How could Rally Japan possibly be any more difficult? The tight, twisty, relentless Japanese stages are like nothing World Rally Championship drivers have ever seen before.
With rain, that’s how. And all week, the drivers have been fearing it.
“On this kind of road if it rains, it will be… I don’t know, anything can happen!” warned Takamoto Katsuta on Wednesday.
Sunday had always been the day the forecast looked to be turning, and lo and behold, it looks to be accurate.
There’s light cloud cover above the service park in Aichi are so far, but the rain is known to be moving in. The question is: when?
“The day should start dry,” Toyota team principal Jari-Matti Latvala told DirtFish, “but at some point it will get very wet. When it’s going to hit, that’s a question mark that is changing all the time.”
DirtFish’s weather app suggests that the rain could be coming at around 12pm local time, which would make most of the morning dry but the powerstage wet.
WRC teams of course have far more advanced technology than we do, employing people specifically to monitor the weather conditions.
But it’s a decision they absolutely have to get right, as despite Rally Japan’s final day being longer compared to the average WRC Sunday, there is no midday service or even a tire fitting zone.
“This is correct,” added Latvala, “so what it means is that you have to look at the mixed package for the tires.
“But how you do them, that is basically then the preference from the engineers but at the end of the day the drivers will decide what they want to have.”
With just four seconds splitting overnight leader Thierry Neuville and Elfyn Evans ahead of Sunday’s five stages, it’s a decision that could – and likely will – have rally-deciding consequences.

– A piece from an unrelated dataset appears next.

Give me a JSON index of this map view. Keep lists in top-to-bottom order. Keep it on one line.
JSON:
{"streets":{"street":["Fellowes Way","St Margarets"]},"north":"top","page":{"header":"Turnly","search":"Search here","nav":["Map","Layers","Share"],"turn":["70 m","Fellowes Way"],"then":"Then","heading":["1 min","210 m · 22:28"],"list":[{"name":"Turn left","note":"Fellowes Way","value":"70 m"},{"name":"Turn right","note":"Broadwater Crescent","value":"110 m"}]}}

“We have to do whatever we think is right,” said Evans.
“I think it’ll be a gamble either way, whichever way you go, so we have to trust the information and see what’s possible.”

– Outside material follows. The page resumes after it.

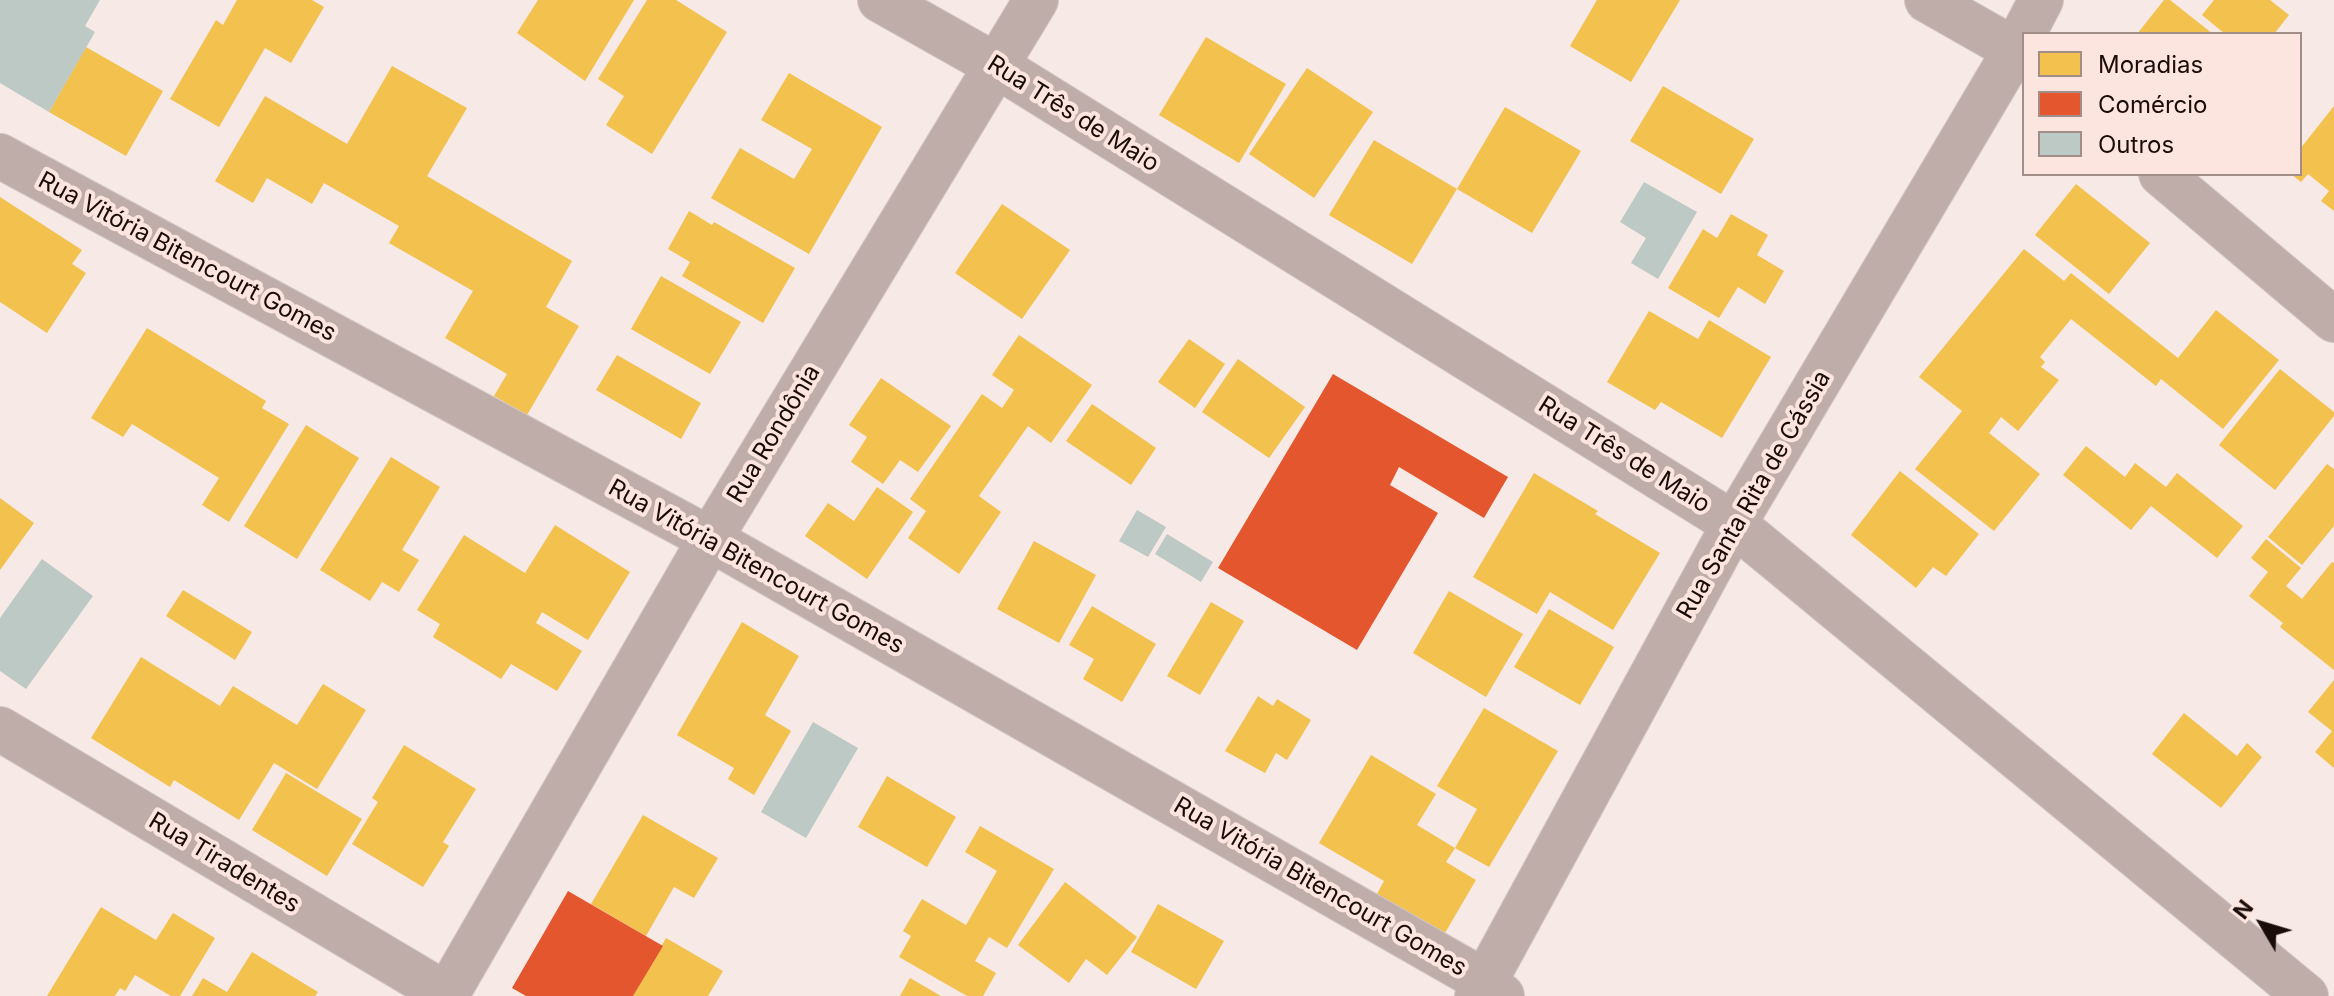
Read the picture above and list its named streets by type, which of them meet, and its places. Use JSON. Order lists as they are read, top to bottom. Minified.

Hyundai had the edge over Toyota in Croatia, the last time the heavens opened on an asphalt round, which allowed Ott Tänak to take better tires than Kalle Rovanperä and wipe out his advantage, even stealing the lead from him.

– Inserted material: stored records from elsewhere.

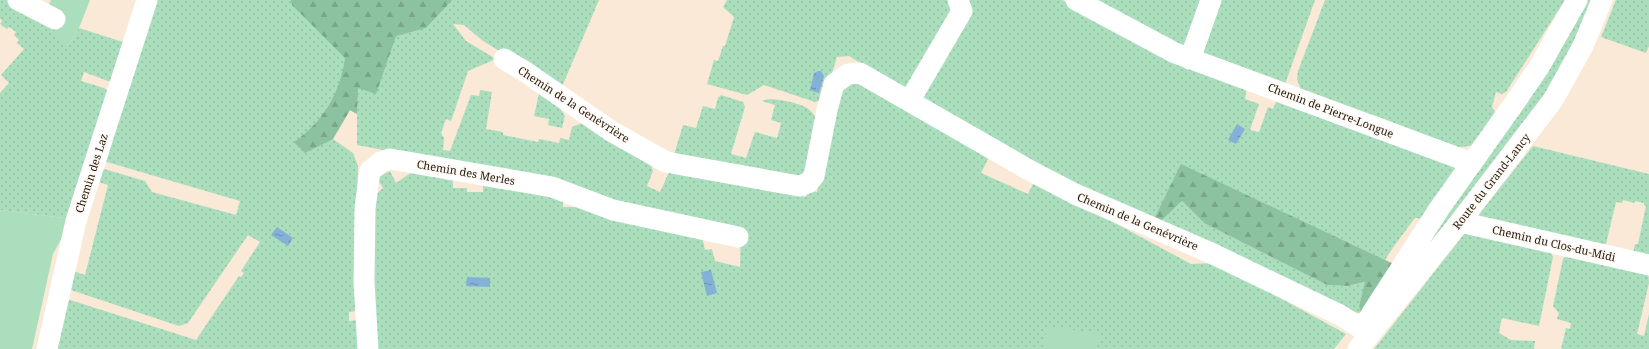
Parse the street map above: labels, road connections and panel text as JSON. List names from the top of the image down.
{
  "streets": {
    "street": [
      "Chemin de la Genévrière",
      "Chemin de Pierre-Longue",
      "Chemin des Merles",
      "Chemin des Laz",
      "Route du Grand-Lancy",
      "Chemin du Clos-du-Midi"
    ]
  },
  "crossings": [
    ["Chemin de la Genévrière", "Route du Grand-Lancy"],
    ["Chemin de Pierre-Longue", "Route du Grand-Lancy"],
    ["Route du Grand-Lancy", "Chemin du Clos-du-Midi"]
  ]
}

Rovanperä then mitigated that with some quite superb driving on the powerstage to seal the win, so what could the story in Japan be with their two team-mates at war instead?
It all depends on the rain. Toyota’s information suggests it won’t be coming – all three drivers not carrying any wet tires in their package. Hyundai’s pair, Neuville and Tänak, have gone for two wets.
“How you have woken up and what confidence you have in your body will make the decision if you win the rally or not,” believes Latvala.
The final day of the 2022 season is one you certainly want to be staying up for.